Yesterday I read this post by Alice Marks of HoCoHouseHon. In "Street Harassment and Freedom" she recounts a personal experience at the Mall in Columbia where a strange man got right up in her personal space and whispered sexually explicit things in her ear.

A man in the mall - who was bigger than me, and definitely threatening - decided it was his right to speak low and thick in my ear and reduce me to an object, a plaything, an animal. If you, jerk faces, think I was asking for it, you're even more deluded than you appear. You'd like to blame your behavior on those slutty women who wear what they want, sleep with who they want, take birth control, are feminists - but the truth is, I was just a woman in jeans with a red nose and a hacking cough, holding hands with my husband.

Make no mistake. The capricious and body-shaming enforcement of a dress code, almost exclusively on young women, and the actions of this strange man at the mall are two sides of the same coin. They say, "I can stop you.
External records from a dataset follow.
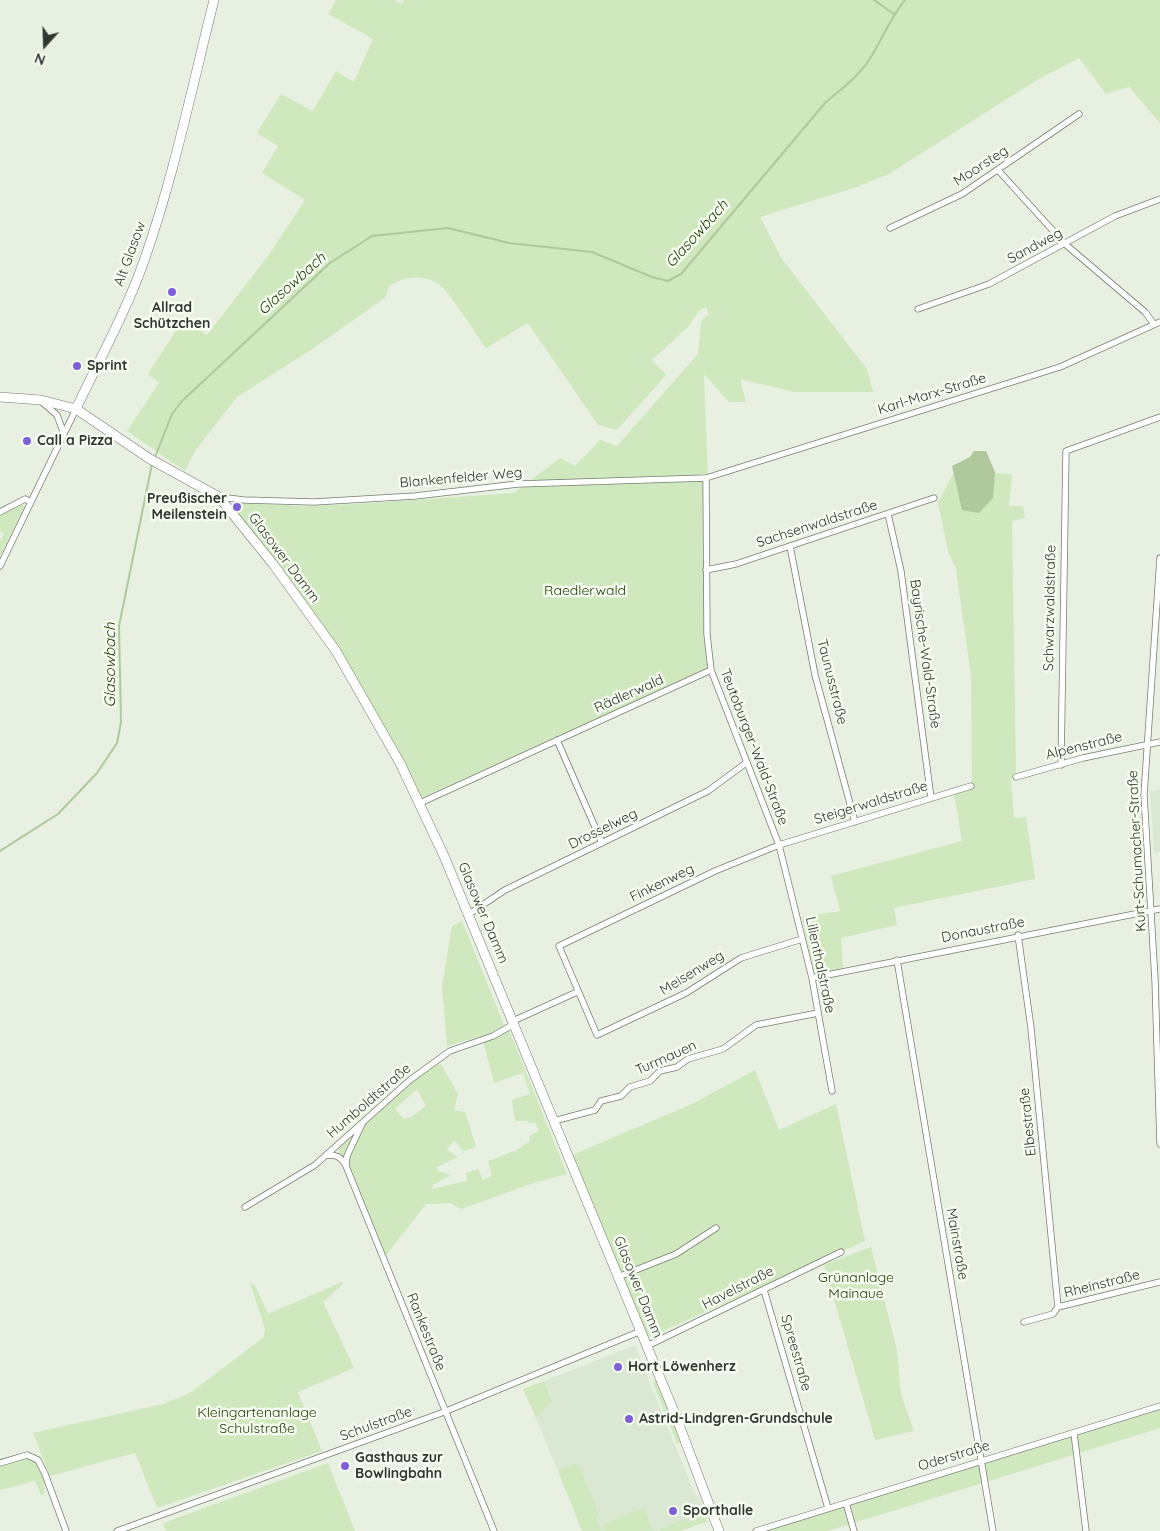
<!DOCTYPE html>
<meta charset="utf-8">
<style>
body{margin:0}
#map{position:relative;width:1160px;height:1531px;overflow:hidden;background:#e8f0e2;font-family:Quicksand,sans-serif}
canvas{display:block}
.north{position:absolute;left:20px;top:20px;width:50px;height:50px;-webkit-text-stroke:4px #f5feef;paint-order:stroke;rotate:200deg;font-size:14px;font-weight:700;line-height:20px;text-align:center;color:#333731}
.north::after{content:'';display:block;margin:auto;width:18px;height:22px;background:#333731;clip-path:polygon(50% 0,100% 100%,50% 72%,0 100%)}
</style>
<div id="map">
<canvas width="1160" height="1531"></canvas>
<div class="north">N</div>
</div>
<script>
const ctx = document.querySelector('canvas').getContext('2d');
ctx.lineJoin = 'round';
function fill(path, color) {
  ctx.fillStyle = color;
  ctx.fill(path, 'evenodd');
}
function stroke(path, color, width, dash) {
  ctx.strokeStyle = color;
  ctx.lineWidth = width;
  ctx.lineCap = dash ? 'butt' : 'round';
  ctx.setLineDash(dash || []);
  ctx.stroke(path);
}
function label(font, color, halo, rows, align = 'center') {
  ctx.font = font + ' Quicksand,sans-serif';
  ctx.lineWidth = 5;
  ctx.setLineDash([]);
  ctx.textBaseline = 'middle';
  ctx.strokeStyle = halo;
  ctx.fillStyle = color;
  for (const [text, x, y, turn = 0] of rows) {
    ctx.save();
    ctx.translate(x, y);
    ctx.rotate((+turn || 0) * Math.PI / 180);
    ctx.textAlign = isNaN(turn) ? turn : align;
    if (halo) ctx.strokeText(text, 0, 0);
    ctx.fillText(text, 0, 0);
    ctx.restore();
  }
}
fill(new Path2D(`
 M1160,790V852L1154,853L1150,791Z
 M633,1346H635L694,1492L700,1499L707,1519L673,1531H602L596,1518L600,1516L577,1464L558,1471L536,1418L552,1401L544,1381Z`), '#dae7d2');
fill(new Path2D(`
 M336,0H394L402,4L404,0H1160V123L1129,87L1106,94L1079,58L1037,80L889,174L854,188L760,217L782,259L867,369L873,392H794L740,379L746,402H729L704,374L708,476L707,670L421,798L385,729L235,512V508L239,503L303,506L355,504L514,493L560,458L575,466L600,440L617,446L698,354L701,321L709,314L706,307L699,311L687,328L652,360L666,375L617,430L598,425L528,323L486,348C476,335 449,290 437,283C422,274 403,277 389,286L386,297L311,350L237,397L195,451L185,471L127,431L159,383L148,374L184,318L207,335L268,256L305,200L262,173L278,146L257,133L281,94L313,111L336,71L354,82L373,39L328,14Z
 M961,471L1012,474L1009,506H1023L1025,518L1012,521L1016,775L1011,779L1014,818L1026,817L1035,879L894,908L897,925L841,938L843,969L814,974L802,917L840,911L831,876L962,841L954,794L972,787L971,676L956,569L948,551L938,503L953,474Z
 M21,505L25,506L0,556V542L4,534L0,531V515Z
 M462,921L504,1025L493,1033L447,1046L442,987L452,926Z
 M509,1030L567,1174L537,1182L461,1209L450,1203L426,1204L384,1258L338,1154L339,1147L420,1073L431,1067L441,1064L458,1094L454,1110L465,1112L476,1147L463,1151L454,1140L447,1150L458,1157L437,1167L438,1171L451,1175L433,1185L432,1189L467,1181L466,1173L478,1169L483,1180L492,1176L488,1161L517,1150L530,1141L529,1136L539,1131L535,1122L529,1124L528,1121H515L512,1100L530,1094L523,1073L494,1083L483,1041ZM417,1089L426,1106L411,1117L404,1119L395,1109Z
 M755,1070L779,1130L836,1104L865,1241L647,1338L572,1155L692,1104Z
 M871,1247L897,1350L901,1394L914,1431L875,1440L824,1265Z
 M342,1282L343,1284L323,1302L354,1368L298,1392L322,1451L157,1508L135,1453L50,1476L33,1433L163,1404L190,1393L264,1337L265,1329L250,1283L255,1285L268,1314Z
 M657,1379L683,1442L677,1444L653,1383Z
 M544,1381L552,1401L536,1418L523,1389Z
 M1160,1410V1428L828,1531H767Z
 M25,1456C44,1464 46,1475 44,1495H41L35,1481L0,1490V1464Z
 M328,1463L355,1531H166L163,1523Z
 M578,1463L600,1517L596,1518L602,1531H582L558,1471Z
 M702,1506L708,1521L681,1531H661L660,1529L688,1518L689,1523L697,1520V1509Z
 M644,1508L653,1531H605L603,1524Z`), '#cfe8be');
fill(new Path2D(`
 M974,451H986L995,472L993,498L979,513L962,510L952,466L970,457Z`), '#afc99d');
stroke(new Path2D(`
 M874,0L894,14
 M155,457L172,414L182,401L330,263L372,236L448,228L509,243L592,252L652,277L668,281L681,274L825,103C840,90 858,77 869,60C882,40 890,18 905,0
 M0,851L58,814L97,773L117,743L121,722L119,626L152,464`), '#afc99d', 2);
const street = new Path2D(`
 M998,170L1065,244L1145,312L1154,324
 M890,228L962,194L1079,114
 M918,309L989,284L1115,216L1160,199
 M42,402L57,415L64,434
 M706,478L707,634L711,670L779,845L812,978L832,1091
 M219,497L244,500L314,502L415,496L518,484L706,478L1060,367L1160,322
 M0,512L25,499L31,502
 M888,514L901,571L931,798
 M790,546L815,675L855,822
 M1160,558L1144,795L1155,980L1160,1144
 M0,566L76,409
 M706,570L736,564L934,498
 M557,740L602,843
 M1061,765L1066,451L1160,417
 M1016,777L1083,758L1160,742
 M420,803L711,670
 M469,914L505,890L708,791L746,763
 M1018,935L1031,1028L1058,1307
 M802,939L741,958L686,993L597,1035L559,946L715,871L779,845L971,786
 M897,960L993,1531
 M812,978L1160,909
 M513,1021L577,992
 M554,1121L595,1110L601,1101L621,1096L630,1087L650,1081L660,1071L677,1067L688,1059L723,1049L756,1025L818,1013
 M326,1155C336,1155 341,1156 346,1166L494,1531
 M346,1166L347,1156L362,1124
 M245,1207L315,1165L410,1080L450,1051L493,1036L514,1024
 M618,1277L676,1254L716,1228
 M764,1290L828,1508
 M1024,1322L1053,1314L1058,1307L1160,1282
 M647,1346L841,1252
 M1074,1433L1086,1531
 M0,1463L27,1455L38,1460L45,1474L66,1531
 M846,1503L854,1531
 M117,1531L444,1412L641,1331
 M756,1531L1160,1406`);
const secondary = new Path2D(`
 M0,397L41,400L76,409L150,459L219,497L273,564L336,651L400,763L444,856L675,1414L719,1531
 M76,409C99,360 126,312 144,261C174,176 192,87 214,0`);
stroke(street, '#767d71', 7);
stroke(secondary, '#767d71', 10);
stroke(street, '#fff', 5.5);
stroke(secondary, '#fff', 9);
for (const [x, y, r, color] of [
 [172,292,5,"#7f5ed9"],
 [77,366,5,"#7f5ed9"],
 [27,441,5,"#7f5ed9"],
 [237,507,5,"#7f5ed9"],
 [618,1367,5,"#7f5ed9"],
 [629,1419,5,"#7f5ed9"],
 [345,1466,5,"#7f5ed9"],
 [673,1511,5,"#7f5ed9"]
]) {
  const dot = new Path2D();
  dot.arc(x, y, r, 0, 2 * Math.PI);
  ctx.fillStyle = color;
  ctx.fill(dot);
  stroke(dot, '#f5feef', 2);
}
label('14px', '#333731', '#f5feef', [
 ["Moorsteg",981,166,-33],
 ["Sandweg",1035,246,-28],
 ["Alt Glasow",130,254,-70],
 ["Karl-Marx-Straße",932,394,-17],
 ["Blankenfelder Weg",461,478,-5],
 ["Sachsenwaldstraße",817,524,-18],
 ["Glasower Damm",284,558,53],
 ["Schwarzwaldstraße",1050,608,-89],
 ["Bayrische-Wald-Straße",925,654,82],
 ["Taunusstraße",832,682,76],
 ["Rädlerwald",629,694,-24],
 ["Alpenstraße",1084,746,-14],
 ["Teutoburger-Wald-Straße",754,747,69],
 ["Steigerwaldstraße",871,803,-17],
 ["Drosselweg",603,829,-26],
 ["Kurt-Schumacher-Straße",1137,851,-93],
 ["Finkenweg",662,883,-26],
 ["Glasower Damm",483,913,67],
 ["Donaustraße",983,930,-11],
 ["Lilienthalstraße",820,965,78],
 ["Meisenweg",692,973,-31],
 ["Turmauen",666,1058,-24],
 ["Humboldtstraße",369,1101,-41],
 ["Elbestraße",1028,1122,-96],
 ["Mainstraße",957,1244,80],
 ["Rheinstraße",1102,1284,-14],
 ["Glasower Damm",638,1287,68],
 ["Havelstraße",738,1288,-27],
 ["Rankestraße",426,1332,68],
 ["Spreestraße",796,1353,74],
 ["Schulstraße",376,1424,-20],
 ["Oderstraße",954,1456,-17]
]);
label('bold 14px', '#333731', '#f5feef', [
 ["Allrad",172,308,"center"],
 ["Schützchen",172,324,"center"],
 ["Sprint",87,366],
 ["Call a Pizza",37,441],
 ["Preußischer",227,499,"right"],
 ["Meilenstein",227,515,"right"],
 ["Hort Löwenherz",628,1367],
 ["Astrid-Lindgren-Grundschule",639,1419],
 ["Gasthaus zur",355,1458],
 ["Bowlingbahn",355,1474],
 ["Sporthalle",683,1511]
], 'left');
label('14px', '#1e3706', '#f5feef', [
 ["Raedlerwald",585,591],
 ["Grünanlage",856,1278],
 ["Mainaue",856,1294],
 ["Kleingartenanlage",257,1413],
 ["Schulstraße",257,1429]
]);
label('italic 15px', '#1e3606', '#f5feef', [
 ["Glasowbach",697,234,-48],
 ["Glasowbach",292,284,-42],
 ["Glasowbach",110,665,-90]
]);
</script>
I can shame you. You are powerless. Your body is not your own."

As parents we have an opportunity to push back against a mindset which demeans both young women and young men. Girls are not distractions. Boys do not need to be slavishly protected from their own sexual feelings. The education of one group is not more important than that of the other. We have a responsibility to enter into discussions with teachers and administrators about what constitutes healthy boundaries for our teens.

Marks goes on in her essay to say,

When we own our bodies, when we make choices, when we have power, we are free.


That is the message we ought to be teaching.